Extracted entries:
------------

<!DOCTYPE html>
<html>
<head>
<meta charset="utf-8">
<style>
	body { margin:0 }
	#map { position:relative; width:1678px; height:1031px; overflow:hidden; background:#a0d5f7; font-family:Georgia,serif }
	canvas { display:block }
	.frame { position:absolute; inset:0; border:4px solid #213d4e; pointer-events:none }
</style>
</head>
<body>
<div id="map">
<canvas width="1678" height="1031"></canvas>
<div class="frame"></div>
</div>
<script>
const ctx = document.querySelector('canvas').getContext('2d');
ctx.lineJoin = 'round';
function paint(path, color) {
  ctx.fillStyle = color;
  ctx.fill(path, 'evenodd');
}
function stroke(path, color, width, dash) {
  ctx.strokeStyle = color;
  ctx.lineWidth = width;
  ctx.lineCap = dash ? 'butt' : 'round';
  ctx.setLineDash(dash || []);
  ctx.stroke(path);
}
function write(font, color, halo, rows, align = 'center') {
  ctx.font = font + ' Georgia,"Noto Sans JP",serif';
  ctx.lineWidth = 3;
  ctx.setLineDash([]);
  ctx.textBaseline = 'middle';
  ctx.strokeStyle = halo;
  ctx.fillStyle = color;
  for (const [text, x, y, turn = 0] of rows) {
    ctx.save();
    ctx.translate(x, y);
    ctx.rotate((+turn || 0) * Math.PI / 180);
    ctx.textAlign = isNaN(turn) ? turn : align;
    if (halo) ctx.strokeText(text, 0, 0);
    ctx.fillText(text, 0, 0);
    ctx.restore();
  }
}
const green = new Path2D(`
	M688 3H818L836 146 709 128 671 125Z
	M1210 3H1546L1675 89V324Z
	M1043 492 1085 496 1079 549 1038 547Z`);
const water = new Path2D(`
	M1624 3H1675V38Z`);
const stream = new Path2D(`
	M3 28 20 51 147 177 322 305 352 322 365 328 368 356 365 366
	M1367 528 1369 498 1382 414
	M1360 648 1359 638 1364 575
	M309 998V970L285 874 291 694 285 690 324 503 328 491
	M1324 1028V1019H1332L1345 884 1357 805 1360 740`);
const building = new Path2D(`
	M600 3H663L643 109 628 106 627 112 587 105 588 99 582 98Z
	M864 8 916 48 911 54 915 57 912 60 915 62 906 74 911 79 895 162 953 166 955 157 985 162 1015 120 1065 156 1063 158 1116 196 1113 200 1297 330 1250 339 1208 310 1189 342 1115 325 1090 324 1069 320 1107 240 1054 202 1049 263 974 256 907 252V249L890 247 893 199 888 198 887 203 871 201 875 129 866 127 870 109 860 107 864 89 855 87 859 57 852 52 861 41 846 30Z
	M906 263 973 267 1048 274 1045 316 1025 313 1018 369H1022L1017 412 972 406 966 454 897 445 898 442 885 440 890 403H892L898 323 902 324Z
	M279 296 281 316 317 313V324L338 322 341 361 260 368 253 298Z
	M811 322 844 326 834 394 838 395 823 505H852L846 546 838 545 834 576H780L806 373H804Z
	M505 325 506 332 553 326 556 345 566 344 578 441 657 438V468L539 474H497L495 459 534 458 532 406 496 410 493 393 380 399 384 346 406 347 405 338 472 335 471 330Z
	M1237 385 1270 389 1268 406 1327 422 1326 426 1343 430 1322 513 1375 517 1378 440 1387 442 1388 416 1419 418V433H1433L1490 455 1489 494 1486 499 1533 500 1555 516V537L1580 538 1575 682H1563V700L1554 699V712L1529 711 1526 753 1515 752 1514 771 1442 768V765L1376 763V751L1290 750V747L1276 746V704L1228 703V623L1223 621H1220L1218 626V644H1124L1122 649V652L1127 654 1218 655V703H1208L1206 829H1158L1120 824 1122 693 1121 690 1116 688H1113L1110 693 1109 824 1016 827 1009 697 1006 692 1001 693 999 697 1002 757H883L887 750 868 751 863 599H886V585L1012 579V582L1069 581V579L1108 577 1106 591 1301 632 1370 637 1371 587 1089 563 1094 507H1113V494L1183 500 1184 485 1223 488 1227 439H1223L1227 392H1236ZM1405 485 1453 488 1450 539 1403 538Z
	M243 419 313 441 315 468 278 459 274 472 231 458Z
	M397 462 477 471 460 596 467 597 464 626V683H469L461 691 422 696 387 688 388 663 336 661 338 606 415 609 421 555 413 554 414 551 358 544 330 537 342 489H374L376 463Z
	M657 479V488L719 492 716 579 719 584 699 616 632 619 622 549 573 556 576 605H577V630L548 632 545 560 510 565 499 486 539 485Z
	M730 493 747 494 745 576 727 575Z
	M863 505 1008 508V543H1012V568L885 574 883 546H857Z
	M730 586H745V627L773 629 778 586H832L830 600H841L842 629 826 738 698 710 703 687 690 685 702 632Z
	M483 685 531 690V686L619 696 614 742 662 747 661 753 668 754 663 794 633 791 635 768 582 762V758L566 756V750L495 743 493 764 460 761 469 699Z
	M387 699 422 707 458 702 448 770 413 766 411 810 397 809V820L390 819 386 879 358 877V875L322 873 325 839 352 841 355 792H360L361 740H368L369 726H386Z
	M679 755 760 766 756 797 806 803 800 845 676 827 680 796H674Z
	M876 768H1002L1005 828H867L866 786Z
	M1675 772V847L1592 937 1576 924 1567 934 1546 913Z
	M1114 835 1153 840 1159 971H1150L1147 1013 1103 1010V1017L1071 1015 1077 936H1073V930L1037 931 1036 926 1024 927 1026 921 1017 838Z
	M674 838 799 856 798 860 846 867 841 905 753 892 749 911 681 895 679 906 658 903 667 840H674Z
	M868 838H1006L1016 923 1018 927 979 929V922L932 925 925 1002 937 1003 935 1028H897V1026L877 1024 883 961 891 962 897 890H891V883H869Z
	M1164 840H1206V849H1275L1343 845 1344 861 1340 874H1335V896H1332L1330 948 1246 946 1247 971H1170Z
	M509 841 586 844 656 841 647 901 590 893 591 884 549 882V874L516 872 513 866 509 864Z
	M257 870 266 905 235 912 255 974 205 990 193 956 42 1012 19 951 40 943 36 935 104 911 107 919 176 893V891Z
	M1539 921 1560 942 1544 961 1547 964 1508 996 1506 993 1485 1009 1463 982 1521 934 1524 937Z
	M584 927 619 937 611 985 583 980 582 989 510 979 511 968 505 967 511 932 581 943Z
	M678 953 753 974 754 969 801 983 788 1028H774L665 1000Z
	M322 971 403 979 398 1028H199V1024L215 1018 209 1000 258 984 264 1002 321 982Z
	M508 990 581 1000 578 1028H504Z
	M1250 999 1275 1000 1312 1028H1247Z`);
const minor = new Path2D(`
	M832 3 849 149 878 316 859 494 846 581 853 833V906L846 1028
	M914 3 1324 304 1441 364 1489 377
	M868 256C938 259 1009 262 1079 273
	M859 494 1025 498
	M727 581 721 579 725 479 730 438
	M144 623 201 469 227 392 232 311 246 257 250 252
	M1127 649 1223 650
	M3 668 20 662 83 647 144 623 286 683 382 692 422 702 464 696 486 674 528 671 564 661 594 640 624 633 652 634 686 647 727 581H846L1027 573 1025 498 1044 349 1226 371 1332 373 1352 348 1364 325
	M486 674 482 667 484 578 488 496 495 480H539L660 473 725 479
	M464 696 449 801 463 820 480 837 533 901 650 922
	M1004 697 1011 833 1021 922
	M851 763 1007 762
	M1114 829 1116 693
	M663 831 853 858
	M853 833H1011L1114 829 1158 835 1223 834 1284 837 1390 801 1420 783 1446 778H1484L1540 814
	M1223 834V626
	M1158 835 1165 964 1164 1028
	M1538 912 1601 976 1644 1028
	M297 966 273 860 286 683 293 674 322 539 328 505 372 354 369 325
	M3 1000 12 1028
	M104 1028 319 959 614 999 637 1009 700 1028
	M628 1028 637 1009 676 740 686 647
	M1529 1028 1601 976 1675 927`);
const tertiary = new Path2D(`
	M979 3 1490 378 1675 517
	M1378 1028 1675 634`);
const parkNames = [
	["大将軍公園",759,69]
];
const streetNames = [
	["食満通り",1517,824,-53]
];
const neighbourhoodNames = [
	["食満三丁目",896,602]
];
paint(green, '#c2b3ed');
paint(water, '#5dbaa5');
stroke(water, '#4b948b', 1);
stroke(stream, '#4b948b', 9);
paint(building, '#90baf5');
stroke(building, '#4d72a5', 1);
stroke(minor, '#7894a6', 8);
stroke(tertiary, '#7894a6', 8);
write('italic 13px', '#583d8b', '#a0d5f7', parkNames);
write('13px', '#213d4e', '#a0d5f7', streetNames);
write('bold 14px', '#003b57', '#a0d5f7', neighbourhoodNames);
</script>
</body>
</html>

------------

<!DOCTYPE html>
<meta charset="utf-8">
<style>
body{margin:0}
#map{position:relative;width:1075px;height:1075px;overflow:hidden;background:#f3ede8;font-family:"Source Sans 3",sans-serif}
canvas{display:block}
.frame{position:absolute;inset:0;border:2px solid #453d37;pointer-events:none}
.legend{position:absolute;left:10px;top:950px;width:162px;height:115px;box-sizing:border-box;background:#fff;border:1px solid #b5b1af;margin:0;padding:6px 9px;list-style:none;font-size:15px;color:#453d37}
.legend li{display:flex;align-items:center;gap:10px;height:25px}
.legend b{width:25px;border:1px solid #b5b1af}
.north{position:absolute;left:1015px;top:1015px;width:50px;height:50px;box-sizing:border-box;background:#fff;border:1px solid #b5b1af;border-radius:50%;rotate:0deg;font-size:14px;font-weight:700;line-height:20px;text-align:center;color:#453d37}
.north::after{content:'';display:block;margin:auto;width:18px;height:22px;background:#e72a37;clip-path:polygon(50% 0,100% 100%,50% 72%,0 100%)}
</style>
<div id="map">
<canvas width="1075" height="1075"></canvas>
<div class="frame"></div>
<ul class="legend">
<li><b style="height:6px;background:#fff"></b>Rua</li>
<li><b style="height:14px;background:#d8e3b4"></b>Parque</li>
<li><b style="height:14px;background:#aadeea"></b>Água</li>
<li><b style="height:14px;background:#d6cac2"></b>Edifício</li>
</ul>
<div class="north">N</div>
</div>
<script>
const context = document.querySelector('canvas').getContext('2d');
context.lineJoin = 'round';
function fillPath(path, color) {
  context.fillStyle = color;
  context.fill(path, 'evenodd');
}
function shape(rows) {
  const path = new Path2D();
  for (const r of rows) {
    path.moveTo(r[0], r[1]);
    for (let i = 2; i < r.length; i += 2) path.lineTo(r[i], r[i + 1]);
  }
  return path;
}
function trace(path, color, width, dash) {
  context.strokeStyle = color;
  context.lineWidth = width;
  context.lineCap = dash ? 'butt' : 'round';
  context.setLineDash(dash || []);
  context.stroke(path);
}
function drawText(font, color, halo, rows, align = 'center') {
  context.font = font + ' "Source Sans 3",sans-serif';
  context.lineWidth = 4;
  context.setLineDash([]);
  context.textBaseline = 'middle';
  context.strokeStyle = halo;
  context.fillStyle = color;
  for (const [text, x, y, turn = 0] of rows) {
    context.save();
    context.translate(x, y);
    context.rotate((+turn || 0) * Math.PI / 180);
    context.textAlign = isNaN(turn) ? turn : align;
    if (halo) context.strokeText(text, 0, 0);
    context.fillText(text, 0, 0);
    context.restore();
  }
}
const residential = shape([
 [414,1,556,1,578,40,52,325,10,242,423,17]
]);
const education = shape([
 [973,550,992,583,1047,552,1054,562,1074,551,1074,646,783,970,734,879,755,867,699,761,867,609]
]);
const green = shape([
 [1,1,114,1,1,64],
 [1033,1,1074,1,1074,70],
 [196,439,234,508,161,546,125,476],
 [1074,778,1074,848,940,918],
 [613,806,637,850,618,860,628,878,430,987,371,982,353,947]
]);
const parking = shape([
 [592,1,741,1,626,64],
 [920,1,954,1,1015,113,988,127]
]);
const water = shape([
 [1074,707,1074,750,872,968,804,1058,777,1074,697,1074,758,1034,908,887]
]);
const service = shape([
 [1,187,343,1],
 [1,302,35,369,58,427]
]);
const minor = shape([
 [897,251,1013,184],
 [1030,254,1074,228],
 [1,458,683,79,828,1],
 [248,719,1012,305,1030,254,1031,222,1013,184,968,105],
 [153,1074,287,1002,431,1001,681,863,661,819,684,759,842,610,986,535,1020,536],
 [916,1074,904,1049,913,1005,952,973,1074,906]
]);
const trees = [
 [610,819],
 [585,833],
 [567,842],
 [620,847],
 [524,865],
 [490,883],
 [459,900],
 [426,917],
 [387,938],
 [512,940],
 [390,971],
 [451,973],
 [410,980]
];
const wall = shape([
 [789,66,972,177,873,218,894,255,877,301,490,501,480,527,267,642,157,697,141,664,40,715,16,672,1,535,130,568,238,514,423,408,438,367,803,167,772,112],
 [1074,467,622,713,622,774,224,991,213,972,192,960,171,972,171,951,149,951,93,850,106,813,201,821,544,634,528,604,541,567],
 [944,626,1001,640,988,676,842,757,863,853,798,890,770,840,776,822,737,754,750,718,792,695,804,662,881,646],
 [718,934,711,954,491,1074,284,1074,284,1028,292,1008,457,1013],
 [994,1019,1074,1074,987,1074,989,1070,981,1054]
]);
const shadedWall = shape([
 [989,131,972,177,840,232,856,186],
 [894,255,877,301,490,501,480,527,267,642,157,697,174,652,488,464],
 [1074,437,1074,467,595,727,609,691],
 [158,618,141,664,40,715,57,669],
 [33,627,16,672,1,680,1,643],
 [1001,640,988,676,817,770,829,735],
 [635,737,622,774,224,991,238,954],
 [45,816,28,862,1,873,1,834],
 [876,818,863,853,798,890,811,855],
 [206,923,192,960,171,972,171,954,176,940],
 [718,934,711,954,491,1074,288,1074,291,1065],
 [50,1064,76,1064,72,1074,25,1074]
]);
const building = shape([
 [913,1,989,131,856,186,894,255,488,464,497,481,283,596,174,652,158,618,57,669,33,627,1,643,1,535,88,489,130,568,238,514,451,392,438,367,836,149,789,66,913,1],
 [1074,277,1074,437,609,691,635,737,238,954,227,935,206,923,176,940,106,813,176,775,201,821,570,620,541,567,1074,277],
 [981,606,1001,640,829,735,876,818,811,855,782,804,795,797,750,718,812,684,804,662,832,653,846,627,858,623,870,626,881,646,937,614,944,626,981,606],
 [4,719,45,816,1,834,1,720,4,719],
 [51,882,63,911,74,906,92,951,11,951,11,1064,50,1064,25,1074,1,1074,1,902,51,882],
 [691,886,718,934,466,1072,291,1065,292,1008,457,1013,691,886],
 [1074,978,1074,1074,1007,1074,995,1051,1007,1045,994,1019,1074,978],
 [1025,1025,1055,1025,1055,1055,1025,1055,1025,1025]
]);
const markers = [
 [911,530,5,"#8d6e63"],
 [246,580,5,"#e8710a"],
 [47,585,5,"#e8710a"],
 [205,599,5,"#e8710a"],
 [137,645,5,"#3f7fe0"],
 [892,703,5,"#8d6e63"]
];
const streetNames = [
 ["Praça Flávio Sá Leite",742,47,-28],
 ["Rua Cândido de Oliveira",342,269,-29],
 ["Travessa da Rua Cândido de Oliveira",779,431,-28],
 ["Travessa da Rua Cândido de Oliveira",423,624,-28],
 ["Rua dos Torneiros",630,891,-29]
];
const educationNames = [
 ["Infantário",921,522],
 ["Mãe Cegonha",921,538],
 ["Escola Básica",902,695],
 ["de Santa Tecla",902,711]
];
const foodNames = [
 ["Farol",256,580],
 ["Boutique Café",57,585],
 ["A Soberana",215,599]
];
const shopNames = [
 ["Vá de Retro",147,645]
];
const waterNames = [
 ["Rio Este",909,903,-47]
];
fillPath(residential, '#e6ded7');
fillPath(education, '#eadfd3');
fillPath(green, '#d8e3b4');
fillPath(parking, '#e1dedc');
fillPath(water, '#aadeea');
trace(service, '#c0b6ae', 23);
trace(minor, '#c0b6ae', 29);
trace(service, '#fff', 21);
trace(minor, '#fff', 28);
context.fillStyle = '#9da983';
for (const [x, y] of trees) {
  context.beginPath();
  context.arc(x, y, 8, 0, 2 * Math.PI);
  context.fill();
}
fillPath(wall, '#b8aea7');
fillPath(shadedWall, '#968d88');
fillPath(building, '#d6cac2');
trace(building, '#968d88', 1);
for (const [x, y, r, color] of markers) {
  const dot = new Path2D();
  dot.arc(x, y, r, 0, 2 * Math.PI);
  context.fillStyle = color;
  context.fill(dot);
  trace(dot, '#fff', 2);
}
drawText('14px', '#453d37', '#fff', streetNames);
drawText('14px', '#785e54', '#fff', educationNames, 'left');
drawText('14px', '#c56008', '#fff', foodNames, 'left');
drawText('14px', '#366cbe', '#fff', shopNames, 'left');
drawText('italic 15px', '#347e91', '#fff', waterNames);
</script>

------------

What the task requires: All that belongs in the answer is the run of lines above from the line containing "path.moveTo(r[0], r[1]);" through the line containing "[916,1074,904,1049,913,1005,952,973,1074,906]", exactly as written.

Answer to the exercise:
    path.moveTo(r[0], r[1]);
    for (let i = 2; i < r.length; i += 2) path.lineTo(r[i], r[i + 1]);
  }
  return path;
}
function trace(path, color, width, dash) {
  context.strokeStyle = color;
  context.lineWidth = width;
  context.lineCap = dash ? 'butt' : 'round';
  context.setLineDash(dash || []);
  context.stroke(path);
}
function drawText(font, color, halo, rows, align = 'center') {
  context.font = font + ' "Source Sans 3",sans-serif';
  context.lineWidth = 4;
  context.setLineDash([]);
  context.textBaseline = 'middle';
  context.strokeStyle = halo;
  context.fillStyle = color;
  for (const [text, x, y, turn = 0] of rows) {
    context.save();
    context.translate(x, y);
    context.rotate((+turn || 0) * Math.PI / 180);
    context.textAlign = isNaN(turn) ? turn : align;
    if (halo) context.strokeText(text, 0, 0);
    context.fillText(text, 0, 0);
    context.restore();
  }
}
const residential = shape([
 [414,1,556,1,578,40,52,325,10,242,423,17]
]);
const education = shape([
 [973,550,992,583,1047,552,1054,562,1074,551,1074,646,783,970,734,879,755,867,699,761,867,609]
]);
const green = shape([
 [1,1,114,1,1,64],
 [1033,1,1074,1,1074,70],
 [196,439,234,508,161,546,125,476],
 [1074,778,1074,848,940,918],
 [613,806,637,850,618,860,628,878,430,987,371,982,353,947]
]);
const parking = shape([
 [592,1,741,1,626,64],
 [920,1,954,1,1015,113,988,127]
]);
const water = shape([
 [1074,707,1074,750,872,968,804,1058,777,1074,697,1074,758,1034,908,887]
]);
const service = shape([
 [1,187,343,1],
 [1,302,35,369,58,427]
]);
const minor = shape([
 [897,251,1013,184],
 [1030,254,1074,228],
 [1,458,683,79,828,1],
 [248,719,1012,305,1030,254,1031,222,1013,184,968,105],
 [153,1074,287,1002,431,1001,681,863,661,819,684,759,842,610,986,535,1020,536],
 [916,1074,904,1049,913,1005,952,973,1074,906]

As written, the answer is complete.